There are a few factors that come into play here, including clubhead speed and launch angle; let’s take a look at this example.
Shot 1: High Launch/High Spin
The first shot is a shot taken by a golfer with a 105 mph club speed and a smash factor (ball speed/club head speed) of 1.5. This shot had a launch angle of 19 degrees and a spin rate of 4500 rpm. After the shot was hit, the total distance of 252 yards.
Shot 2: Lower Launch/ Lower Spin
The second shot takes the same 105 mph club speed and a smash factor of 1.5. However, because of the wrist angles of the player (less extension at impact), the launch angle is 11 degrees, and the spin rate is 2800 rpm. With lower launch and spin, the result was a total distance of 275 yards.
By lowering the launch angle and spin, with a better wrist position at impact, golfers gain almost 25 yards.

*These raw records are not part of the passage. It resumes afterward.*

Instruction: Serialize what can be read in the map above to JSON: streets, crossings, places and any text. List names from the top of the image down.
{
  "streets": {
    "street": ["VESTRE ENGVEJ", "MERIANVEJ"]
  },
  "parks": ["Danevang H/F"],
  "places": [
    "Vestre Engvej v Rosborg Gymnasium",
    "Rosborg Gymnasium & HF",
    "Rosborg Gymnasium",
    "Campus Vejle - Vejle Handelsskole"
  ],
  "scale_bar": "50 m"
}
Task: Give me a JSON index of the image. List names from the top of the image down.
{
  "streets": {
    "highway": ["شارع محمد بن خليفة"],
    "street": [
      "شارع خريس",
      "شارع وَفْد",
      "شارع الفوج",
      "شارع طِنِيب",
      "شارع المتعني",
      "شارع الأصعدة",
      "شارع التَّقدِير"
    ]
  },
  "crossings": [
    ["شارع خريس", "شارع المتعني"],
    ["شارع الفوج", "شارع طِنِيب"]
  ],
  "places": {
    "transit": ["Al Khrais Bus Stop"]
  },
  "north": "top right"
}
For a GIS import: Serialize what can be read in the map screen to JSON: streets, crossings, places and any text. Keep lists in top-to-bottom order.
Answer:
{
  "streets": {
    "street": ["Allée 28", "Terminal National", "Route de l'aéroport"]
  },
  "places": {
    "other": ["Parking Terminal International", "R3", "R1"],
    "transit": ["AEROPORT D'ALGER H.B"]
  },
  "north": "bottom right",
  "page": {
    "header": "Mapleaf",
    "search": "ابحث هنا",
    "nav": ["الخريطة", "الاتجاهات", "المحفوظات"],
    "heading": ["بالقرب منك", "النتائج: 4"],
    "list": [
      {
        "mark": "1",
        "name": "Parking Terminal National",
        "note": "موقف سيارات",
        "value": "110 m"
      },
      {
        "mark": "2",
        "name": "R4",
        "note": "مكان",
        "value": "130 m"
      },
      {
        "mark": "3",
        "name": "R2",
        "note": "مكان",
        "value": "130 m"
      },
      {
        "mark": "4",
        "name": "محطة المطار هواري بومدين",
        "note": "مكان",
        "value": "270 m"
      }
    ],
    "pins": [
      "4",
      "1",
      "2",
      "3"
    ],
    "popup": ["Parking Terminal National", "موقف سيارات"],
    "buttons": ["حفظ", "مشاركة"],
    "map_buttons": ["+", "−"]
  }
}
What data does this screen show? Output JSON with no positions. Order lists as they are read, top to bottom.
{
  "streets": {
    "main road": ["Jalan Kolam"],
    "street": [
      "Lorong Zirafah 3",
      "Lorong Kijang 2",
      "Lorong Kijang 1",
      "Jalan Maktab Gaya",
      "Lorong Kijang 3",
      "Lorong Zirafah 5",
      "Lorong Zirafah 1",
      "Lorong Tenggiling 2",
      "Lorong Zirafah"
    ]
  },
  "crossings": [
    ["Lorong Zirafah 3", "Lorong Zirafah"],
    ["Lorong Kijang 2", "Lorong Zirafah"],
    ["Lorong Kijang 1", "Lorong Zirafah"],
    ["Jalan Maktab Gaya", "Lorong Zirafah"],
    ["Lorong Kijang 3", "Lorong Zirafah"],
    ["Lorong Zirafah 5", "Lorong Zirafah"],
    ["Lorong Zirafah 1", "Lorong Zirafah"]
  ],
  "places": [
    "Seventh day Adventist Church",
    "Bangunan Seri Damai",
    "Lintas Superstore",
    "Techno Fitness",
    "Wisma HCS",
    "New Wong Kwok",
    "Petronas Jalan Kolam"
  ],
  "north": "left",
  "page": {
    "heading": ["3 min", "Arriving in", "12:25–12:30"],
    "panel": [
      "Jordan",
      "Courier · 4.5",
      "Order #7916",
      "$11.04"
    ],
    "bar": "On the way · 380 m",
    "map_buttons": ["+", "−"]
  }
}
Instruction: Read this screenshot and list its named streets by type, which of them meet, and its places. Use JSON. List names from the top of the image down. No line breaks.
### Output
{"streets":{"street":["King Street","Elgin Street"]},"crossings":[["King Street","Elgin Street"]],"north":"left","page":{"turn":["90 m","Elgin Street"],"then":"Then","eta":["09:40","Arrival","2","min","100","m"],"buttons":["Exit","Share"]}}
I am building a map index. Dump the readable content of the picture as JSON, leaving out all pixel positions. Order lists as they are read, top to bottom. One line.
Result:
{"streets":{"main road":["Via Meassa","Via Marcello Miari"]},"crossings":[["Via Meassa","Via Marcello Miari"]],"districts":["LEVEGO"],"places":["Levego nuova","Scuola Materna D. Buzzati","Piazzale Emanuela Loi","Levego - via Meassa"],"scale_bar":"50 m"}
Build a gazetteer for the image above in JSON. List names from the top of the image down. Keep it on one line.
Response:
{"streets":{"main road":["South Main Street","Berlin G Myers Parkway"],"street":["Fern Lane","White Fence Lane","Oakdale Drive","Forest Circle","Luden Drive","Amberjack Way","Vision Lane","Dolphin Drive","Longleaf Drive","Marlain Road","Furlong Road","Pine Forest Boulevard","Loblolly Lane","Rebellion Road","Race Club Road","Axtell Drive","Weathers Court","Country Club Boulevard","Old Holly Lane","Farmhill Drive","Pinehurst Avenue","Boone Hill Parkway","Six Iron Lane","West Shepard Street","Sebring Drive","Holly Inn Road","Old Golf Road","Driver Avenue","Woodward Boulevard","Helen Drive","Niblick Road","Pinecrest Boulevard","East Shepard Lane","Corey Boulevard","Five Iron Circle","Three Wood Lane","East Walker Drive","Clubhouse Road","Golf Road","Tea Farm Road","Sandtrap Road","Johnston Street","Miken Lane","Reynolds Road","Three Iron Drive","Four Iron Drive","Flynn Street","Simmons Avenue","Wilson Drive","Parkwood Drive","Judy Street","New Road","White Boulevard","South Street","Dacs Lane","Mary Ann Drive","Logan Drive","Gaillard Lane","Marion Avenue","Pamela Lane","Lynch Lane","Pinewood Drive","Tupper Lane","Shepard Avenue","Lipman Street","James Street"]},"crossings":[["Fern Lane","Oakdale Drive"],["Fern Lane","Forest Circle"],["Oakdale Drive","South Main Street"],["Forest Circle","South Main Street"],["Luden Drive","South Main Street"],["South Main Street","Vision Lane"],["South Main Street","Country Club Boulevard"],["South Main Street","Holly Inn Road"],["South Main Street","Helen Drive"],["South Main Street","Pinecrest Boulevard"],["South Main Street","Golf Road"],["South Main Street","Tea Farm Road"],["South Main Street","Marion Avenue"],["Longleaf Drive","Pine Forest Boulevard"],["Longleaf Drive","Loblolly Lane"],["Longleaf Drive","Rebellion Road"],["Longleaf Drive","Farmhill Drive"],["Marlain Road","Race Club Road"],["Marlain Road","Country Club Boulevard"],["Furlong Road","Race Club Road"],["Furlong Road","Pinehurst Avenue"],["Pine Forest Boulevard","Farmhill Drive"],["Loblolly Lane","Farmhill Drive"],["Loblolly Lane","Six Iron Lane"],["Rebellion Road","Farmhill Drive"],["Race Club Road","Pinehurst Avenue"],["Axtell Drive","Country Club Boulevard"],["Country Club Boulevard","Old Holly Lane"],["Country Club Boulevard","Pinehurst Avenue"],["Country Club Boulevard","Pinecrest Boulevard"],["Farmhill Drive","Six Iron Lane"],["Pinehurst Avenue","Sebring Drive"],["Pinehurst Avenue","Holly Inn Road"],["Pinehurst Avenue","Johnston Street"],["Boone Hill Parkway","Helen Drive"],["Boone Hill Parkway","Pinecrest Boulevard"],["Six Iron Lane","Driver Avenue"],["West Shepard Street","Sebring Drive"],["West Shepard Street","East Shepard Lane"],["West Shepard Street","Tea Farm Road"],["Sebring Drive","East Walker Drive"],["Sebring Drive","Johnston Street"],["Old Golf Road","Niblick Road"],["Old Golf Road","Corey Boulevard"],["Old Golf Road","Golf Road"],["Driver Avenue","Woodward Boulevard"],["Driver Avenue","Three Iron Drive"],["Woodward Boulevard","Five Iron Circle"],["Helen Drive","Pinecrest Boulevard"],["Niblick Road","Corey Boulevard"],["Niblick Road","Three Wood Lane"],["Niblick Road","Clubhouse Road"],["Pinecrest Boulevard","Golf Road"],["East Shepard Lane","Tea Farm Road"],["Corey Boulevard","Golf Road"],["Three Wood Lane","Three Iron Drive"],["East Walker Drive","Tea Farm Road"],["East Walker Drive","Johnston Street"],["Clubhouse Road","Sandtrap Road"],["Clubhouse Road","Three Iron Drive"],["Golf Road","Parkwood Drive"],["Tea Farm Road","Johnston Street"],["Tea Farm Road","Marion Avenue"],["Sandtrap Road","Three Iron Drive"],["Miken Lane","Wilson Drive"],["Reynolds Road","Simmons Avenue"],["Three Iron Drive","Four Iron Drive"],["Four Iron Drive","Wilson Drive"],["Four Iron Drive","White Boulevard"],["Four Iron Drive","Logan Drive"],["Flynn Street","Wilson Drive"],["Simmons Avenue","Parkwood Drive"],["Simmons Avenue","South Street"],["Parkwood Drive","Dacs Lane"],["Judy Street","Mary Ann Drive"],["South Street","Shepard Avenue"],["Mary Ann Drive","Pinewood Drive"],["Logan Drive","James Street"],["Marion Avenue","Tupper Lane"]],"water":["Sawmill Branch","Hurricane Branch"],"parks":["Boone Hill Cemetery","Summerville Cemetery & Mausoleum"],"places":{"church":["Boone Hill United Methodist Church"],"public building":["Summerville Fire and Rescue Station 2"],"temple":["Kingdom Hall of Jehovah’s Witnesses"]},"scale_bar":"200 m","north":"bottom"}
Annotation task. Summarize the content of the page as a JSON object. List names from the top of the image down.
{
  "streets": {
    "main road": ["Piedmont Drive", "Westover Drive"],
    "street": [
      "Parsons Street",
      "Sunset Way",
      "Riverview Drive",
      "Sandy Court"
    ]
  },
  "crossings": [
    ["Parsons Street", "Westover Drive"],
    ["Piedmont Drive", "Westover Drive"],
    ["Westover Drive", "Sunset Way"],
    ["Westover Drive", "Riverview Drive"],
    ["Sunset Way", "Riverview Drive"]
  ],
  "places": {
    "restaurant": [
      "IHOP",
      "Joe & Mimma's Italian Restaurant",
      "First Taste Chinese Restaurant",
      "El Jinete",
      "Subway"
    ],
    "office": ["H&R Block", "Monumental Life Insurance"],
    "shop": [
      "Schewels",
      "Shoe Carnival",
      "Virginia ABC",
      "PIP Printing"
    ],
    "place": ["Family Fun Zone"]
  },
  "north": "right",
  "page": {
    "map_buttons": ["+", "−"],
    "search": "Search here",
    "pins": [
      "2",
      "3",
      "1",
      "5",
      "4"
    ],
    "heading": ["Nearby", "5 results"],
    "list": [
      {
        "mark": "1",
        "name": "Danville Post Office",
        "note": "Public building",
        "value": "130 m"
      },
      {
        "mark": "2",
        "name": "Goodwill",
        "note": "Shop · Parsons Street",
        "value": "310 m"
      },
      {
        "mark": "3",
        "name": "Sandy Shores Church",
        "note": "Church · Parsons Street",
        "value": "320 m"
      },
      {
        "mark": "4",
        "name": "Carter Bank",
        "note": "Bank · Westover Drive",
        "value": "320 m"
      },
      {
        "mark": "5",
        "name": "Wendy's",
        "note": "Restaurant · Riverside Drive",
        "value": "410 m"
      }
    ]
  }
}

Does this Work for Everyone?
We tested this scenario with a large group of golfers. Golf manufacturers have been telling players that hitting the ball high is a good thing, and this has not changed.
However, the initial launch angle of the shot being just a little lower (due to more flexion in the wrist at impact) can get those 25 extra yards of distance you are looking for.
The key here is that your swing speed has to be high enough for you to still gain optimal ball flight. Slower swing speed golfers cannot decrease launch angle too much as they will struggle to even get the golf ball off the ground. However, flipping will decrease your swing speed due to early release, so make sure that the driver’s loft is doing the job, not your wrists.
If you feel like you have good speed, but are not maximizing your distance on the course, work on decreasing extension at impact and adding at least 25 yards to your game.
HackMotion is More than a Wrist Training Aid
With continued discoveries and interesting realizations, we have learned that HackMotion is more of a golf swing analyzer than a wrist analyzer. The golf swing has three very important areas that all golfers need to focus on.
- Top of the backswing
The key data that HackMotion provides in each of these areas is enough to make your golf game more consistent, your clubface angles more square, and your overall scores lower.
HackMotion allows both high and low handicappers to understand and, more importantly, feel where their swing could use improvement. Combining data and feel is a powerful tool for taking your game to the next level.
With these new discoveries in 2023, you can now head out to the driving range and start working on these areas of your game. Check to see if you are flipping or if you could use a few more yards in your golf game and then use your HackMotion to get your handicap lowered.